# SOURCE INFORMATION
——
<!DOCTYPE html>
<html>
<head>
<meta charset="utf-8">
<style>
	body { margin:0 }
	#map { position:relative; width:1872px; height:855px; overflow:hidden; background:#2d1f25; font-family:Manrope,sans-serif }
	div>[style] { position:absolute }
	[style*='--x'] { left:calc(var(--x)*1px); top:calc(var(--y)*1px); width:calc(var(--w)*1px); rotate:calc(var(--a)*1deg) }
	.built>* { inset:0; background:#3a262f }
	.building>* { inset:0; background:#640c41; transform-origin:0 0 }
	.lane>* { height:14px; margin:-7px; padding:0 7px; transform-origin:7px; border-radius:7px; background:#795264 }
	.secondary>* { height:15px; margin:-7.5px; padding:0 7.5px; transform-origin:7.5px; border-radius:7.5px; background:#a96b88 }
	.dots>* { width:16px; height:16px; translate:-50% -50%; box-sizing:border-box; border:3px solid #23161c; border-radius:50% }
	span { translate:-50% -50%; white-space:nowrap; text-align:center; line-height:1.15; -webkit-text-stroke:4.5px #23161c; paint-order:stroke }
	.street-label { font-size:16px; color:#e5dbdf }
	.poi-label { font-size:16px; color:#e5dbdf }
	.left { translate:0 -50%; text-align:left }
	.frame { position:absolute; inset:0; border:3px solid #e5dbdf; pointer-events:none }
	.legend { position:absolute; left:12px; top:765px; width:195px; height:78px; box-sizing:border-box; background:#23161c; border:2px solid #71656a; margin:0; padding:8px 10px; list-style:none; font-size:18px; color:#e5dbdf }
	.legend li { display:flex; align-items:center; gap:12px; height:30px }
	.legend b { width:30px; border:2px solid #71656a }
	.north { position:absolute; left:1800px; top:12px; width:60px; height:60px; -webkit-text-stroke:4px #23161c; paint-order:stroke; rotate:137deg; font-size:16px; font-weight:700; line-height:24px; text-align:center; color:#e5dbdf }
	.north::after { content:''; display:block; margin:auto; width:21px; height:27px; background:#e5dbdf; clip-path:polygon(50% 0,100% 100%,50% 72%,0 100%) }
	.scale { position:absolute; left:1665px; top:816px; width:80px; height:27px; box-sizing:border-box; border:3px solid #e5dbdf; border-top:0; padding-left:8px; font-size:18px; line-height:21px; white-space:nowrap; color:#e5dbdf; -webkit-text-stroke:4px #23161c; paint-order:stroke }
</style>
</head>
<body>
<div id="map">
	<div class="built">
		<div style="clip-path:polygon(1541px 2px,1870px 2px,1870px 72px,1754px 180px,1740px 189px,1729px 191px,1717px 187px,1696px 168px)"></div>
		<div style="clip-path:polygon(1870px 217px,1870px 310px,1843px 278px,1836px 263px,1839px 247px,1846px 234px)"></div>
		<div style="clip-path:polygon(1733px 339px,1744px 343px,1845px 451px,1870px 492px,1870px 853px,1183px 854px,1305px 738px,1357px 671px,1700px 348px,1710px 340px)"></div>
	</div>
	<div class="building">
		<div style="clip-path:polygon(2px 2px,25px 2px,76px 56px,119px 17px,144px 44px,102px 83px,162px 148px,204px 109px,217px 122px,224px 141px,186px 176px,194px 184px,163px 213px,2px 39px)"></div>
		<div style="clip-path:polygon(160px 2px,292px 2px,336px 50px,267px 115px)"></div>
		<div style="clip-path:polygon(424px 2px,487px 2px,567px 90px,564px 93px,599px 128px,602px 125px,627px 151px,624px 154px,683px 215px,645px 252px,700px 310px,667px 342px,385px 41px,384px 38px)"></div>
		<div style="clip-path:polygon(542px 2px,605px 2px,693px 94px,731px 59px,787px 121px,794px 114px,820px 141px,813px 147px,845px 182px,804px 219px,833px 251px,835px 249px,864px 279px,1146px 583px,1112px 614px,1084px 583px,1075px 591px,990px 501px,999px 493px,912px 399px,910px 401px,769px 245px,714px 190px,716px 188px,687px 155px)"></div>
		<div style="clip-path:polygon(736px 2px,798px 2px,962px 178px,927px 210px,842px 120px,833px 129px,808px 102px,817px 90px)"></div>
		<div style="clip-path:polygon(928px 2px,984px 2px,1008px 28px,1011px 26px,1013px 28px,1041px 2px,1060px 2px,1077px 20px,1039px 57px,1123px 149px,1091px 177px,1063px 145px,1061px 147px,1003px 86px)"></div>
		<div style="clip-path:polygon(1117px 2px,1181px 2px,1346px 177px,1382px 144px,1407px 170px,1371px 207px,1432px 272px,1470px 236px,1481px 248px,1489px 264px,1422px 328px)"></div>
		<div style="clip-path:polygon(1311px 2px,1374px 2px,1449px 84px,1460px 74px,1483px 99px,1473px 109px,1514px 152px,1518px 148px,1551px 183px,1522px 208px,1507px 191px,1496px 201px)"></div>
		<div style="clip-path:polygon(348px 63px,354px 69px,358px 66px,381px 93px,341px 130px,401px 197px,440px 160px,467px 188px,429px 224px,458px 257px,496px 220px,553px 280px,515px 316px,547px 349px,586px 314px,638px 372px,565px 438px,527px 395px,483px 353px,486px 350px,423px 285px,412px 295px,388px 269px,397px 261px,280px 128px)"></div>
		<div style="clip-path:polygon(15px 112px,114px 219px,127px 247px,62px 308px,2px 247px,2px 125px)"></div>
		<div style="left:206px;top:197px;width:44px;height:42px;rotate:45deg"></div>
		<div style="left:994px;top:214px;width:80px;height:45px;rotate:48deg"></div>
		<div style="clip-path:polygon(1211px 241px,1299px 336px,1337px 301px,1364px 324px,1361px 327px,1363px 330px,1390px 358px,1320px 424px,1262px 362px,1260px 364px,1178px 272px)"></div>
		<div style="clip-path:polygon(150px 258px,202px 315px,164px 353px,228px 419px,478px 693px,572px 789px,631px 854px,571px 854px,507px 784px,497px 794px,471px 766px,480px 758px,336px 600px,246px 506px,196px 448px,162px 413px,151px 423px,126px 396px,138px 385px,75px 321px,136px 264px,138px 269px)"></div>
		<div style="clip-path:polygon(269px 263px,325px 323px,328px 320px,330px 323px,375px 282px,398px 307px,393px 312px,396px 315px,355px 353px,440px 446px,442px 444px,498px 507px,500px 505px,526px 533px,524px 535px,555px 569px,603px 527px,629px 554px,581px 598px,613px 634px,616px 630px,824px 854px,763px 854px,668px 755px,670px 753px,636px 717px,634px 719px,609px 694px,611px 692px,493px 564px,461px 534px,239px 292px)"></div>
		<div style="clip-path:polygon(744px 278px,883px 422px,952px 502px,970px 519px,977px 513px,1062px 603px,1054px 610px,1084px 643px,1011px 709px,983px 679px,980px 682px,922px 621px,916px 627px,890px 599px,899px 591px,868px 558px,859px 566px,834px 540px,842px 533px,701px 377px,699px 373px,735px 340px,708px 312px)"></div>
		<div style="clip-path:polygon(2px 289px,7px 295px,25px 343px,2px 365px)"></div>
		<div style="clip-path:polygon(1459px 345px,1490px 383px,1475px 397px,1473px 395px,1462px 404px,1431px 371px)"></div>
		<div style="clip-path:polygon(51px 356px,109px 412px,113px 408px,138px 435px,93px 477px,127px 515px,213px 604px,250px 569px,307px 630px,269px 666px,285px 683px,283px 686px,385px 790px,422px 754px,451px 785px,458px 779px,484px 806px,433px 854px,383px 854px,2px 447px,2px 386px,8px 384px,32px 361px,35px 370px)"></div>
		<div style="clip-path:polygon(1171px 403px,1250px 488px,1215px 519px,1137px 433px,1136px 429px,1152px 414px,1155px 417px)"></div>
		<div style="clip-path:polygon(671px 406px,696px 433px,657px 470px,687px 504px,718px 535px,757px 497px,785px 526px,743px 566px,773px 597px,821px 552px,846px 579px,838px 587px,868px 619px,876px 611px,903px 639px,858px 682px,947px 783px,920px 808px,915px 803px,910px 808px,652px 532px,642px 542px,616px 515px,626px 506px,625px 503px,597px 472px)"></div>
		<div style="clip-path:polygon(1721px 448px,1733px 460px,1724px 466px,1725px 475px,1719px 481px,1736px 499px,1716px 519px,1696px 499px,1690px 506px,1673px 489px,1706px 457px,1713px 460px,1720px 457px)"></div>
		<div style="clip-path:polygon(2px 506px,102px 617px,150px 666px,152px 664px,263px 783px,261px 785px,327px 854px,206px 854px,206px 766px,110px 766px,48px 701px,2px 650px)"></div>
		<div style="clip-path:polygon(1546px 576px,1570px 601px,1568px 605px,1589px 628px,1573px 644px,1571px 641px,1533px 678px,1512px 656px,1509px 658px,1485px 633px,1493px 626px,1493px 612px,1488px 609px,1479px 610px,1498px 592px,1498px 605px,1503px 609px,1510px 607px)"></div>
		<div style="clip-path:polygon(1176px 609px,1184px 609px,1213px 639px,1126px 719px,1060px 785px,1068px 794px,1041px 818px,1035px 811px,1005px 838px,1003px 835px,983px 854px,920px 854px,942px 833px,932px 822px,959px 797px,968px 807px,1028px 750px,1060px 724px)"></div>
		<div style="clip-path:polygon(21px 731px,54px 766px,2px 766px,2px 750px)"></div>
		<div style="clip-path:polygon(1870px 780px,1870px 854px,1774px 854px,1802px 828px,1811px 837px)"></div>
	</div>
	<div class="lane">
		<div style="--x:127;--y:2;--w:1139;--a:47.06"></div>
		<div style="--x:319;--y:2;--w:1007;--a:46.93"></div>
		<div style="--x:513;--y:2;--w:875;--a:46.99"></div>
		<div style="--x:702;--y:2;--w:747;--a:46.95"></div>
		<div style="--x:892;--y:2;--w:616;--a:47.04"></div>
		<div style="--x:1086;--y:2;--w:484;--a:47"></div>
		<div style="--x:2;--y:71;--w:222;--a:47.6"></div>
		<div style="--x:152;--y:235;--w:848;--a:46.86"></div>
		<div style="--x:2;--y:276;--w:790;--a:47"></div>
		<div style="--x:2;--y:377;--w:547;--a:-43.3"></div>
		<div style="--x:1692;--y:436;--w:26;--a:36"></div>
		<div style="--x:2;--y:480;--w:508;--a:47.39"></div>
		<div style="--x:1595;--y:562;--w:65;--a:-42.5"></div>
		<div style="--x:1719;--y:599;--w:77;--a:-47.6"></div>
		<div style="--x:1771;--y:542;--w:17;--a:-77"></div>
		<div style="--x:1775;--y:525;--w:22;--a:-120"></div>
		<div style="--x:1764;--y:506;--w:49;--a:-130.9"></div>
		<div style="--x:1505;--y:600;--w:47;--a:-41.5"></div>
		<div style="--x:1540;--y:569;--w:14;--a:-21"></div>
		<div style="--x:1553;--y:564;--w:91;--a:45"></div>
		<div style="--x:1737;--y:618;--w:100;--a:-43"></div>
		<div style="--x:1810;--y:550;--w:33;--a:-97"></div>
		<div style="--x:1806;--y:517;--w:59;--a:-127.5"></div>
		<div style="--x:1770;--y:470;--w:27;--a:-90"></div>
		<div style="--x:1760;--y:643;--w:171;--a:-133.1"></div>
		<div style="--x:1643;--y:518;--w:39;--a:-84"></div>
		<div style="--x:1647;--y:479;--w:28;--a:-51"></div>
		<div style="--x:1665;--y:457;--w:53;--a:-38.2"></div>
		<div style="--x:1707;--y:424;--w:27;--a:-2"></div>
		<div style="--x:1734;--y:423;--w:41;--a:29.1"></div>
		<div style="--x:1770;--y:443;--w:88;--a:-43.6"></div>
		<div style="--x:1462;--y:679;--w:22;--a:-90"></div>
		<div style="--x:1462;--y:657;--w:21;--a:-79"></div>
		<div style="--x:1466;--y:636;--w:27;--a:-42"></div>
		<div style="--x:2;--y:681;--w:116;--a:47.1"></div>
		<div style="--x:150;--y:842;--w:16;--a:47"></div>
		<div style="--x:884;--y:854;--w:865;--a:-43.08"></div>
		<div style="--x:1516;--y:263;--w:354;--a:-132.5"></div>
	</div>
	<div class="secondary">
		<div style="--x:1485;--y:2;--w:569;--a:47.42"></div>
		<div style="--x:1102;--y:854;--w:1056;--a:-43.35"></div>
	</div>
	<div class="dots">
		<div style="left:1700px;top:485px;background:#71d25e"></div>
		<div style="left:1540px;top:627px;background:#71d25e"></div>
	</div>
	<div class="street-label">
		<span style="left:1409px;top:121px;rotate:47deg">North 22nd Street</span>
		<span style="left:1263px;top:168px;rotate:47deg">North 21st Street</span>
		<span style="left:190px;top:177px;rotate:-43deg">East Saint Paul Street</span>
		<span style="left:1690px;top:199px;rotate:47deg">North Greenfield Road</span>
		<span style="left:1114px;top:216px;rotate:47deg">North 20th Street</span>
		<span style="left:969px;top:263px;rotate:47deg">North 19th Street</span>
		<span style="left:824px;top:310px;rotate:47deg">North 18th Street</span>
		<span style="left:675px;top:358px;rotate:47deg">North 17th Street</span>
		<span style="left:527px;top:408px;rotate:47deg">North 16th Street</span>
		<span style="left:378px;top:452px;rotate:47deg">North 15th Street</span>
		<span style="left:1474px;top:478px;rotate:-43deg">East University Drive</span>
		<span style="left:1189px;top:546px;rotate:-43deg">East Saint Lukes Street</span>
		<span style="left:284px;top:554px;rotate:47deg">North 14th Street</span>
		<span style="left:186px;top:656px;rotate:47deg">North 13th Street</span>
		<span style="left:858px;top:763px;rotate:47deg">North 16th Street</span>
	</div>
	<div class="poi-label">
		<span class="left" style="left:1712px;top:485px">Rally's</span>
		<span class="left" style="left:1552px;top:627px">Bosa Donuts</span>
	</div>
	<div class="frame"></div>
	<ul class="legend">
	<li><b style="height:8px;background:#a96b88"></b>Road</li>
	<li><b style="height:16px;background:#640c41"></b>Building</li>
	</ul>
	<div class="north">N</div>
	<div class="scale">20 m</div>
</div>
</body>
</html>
——
# WORK REQUEST
The entries above hold the needed span. Transcribe exactly the lines from the one with "translate:0 -50%; text-align:left" to the one with "display:flex; align-items:center; gap:12px;", both included.

# ANSWER FOR THIS EXERCISE
	.left { translate:0 -50%; text-align:left }
	.frame { position:absolute; inset:0; border:3px solid #e5dbdf; pointer-events:none }
	.legend { position:absolute; left:12px; top:765px; width:195px; height:78px; box-sizing:border-box; background:#23161c; border:2px solid #71656a; margin:0; padding:8px 10px; list-style:none; font-size:18px; color:#e5dbdf }
	.legend li { display:flex; align-items:center; gap:12px; height:30px }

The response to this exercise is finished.